But there was one problem -- a record producer named Dave Miller, who didn't want Haley and his band to do the song for one reason: He had a reported feud going with Myers, according to John Swenson in his biography on Haley called Bill Haley. Still, Haley couldn't resist what he was reading on the sheet music and stories came bounding that Haley and The Comets were doing "Rock Around The Clock" on a regular basis at a place called Phil & Eddie's Surf Shop in Wildwood, N.J.

Signed to a new record label, Decca Records, Haley and the band were to begin recording songs for a debut album on Decca with a new producer, Milt Gabler, the uncle of famed comedian/actor Billy Crystal. Gabler and his engineer had just so much time to work on songs the day of April 12, 1954, at the Pythian Temple studios in New York City and the time was wearing thinner because members of The Comets were taking a ferry back from Philadelphia to New York and it got stuck in a sandbar that day, so they were late getting in.

Once the guys got there, they got right down to business, recording first the song that would be the group's debut hit, "Thirteen Women (And Only One Man In Town)." They got through the session rather easily for guys rushed to get a job done. And with the extra time they had, Haley wanted to give "Rock Around The Clock" a whirl. So Gabler hit the production button and what he heard was simply magic, a song that made the Dae & The Knights version sound awfully weak. It was highlighted by the saxophone work of Joey D'Amborsio, the upright bass of Marshall Lyle and the blinding quick guitar solos and work of Danny Cedrone. Sadly, Cedrone never saw the song become historic -- he died in a tragic fall down a flight of stairs on June 17, 1954, breaking his neck, just three days from his 34th birthday, leaving behind his wife, Millie, and their four daughters.

When the session was finished, Gabler was thrilled. Well, almost thrilled -- he thought the band sounded great, but were so good, they drowned out Haley's vocals. So with minimal musical accompaniment, Haley recorded his vocal again -- while Sammy Davis Jr. was reportedly waiting outside the studio for his chance to go in and record. Stories have been abound for years that the only reason they recorded a second time was because the drummer, Billy Gussak, made a slight error on the first recording.

Less than two months later, the band recorded "Shake, Rattle & Roll" and it took off, becoming a Top 10 hit in 1954, released before "Rock Around The Clock." In 1953, Haley and his band had first made waves with this blues-style dance music with the recording "Crazy Man, Crazy," which peaked at No. 12.
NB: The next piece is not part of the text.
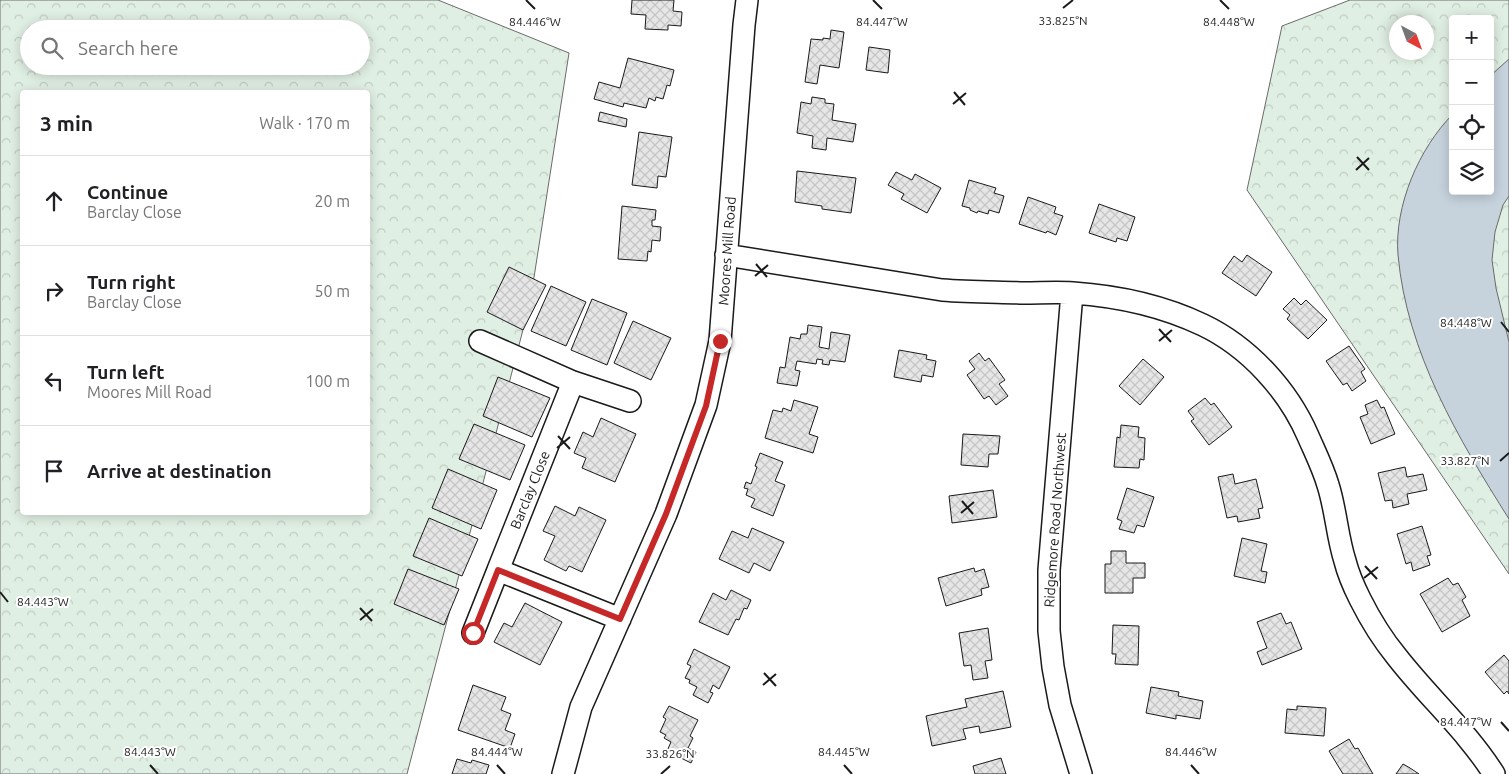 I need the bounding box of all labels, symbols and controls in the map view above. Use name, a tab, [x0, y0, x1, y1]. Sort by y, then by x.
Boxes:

Still, no one thought the music Haley and his Comets were making was going to make seismic waves.

But before "Shake, Rattle & Roll" became a smash hit, Decca released the song it intended to be the hit in the first place -- "Thirteen Women." It flopped. It didn't even dent the charts. However, the "B" side did, peaking at No. 29 in December 1954, and spending one week within the Top 40.

Then fate intervened in a most amazing way. In early 1955, producers were looking for the one song that would represent a new movie about the division in the generation gap between the square-pegged older folks and the hipper, fashionable younger generation. That movie was called Blackboard Jungle. One day, the star of the movie, Glenn Ford, was going through the record collection of his son, Peter. One of the songs he randomly took was "Rock Around The Clock."
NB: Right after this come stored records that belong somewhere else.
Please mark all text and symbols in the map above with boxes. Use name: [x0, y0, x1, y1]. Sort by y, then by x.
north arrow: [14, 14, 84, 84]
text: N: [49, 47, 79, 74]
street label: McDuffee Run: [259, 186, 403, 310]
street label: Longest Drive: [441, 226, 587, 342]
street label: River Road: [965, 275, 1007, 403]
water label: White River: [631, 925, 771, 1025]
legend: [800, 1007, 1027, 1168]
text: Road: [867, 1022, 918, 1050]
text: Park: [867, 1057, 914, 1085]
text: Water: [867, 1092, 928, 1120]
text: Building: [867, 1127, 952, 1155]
Producer Pandro Berman heard "Rock Around The Clock" and knew that was the song he was looking for. And so in the opening credits of Blackboard Jungle came the song that changed everything, Haley's memorable vocals starting, "One, two, three o'clock, four o'clock rock ... five, six, seven o'clock, eight o'clock rock ... nine, 10, 11 o'clock, 12 o'clock rock, we're gonna rock (drum) around (drum) the clock tonight ... "
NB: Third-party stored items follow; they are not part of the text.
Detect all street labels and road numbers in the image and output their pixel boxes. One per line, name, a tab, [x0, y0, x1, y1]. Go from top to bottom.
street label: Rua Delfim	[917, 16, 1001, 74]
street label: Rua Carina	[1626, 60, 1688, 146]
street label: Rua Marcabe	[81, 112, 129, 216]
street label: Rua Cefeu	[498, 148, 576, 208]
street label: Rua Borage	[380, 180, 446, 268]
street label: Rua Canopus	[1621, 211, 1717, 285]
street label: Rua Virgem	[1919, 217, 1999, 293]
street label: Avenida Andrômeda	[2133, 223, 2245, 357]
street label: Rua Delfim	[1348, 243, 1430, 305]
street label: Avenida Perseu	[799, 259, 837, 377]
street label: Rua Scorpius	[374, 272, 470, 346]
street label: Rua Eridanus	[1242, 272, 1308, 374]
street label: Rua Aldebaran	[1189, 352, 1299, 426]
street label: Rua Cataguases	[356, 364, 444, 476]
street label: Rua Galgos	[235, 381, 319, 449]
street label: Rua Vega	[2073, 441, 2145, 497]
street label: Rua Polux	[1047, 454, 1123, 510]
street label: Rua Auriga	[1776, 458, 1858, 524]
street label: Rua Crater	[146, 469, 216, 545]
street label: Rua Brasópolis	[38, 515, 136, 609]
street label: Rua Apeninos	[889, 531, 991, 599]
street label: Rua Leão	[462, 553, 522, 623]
The movie made its debut on March 19, 1955, and if ever a song represented a movie like this in history, they were hard-pressed to find one. A month later, "Rock Around The Clock" was re-released as a single by Decca and started climbing the charts throughout the spring. And on the week of July 9, 1955, "(We're Gonna) Rock Around The Clock" became the No. 1 song in America, spending an astounding eight weeks at No. 1 on the Billboard chart and also gaining enough steam to be a No. 3 hit on the R&B chart ... not bad for some white boys who sure had a lot of soul in them.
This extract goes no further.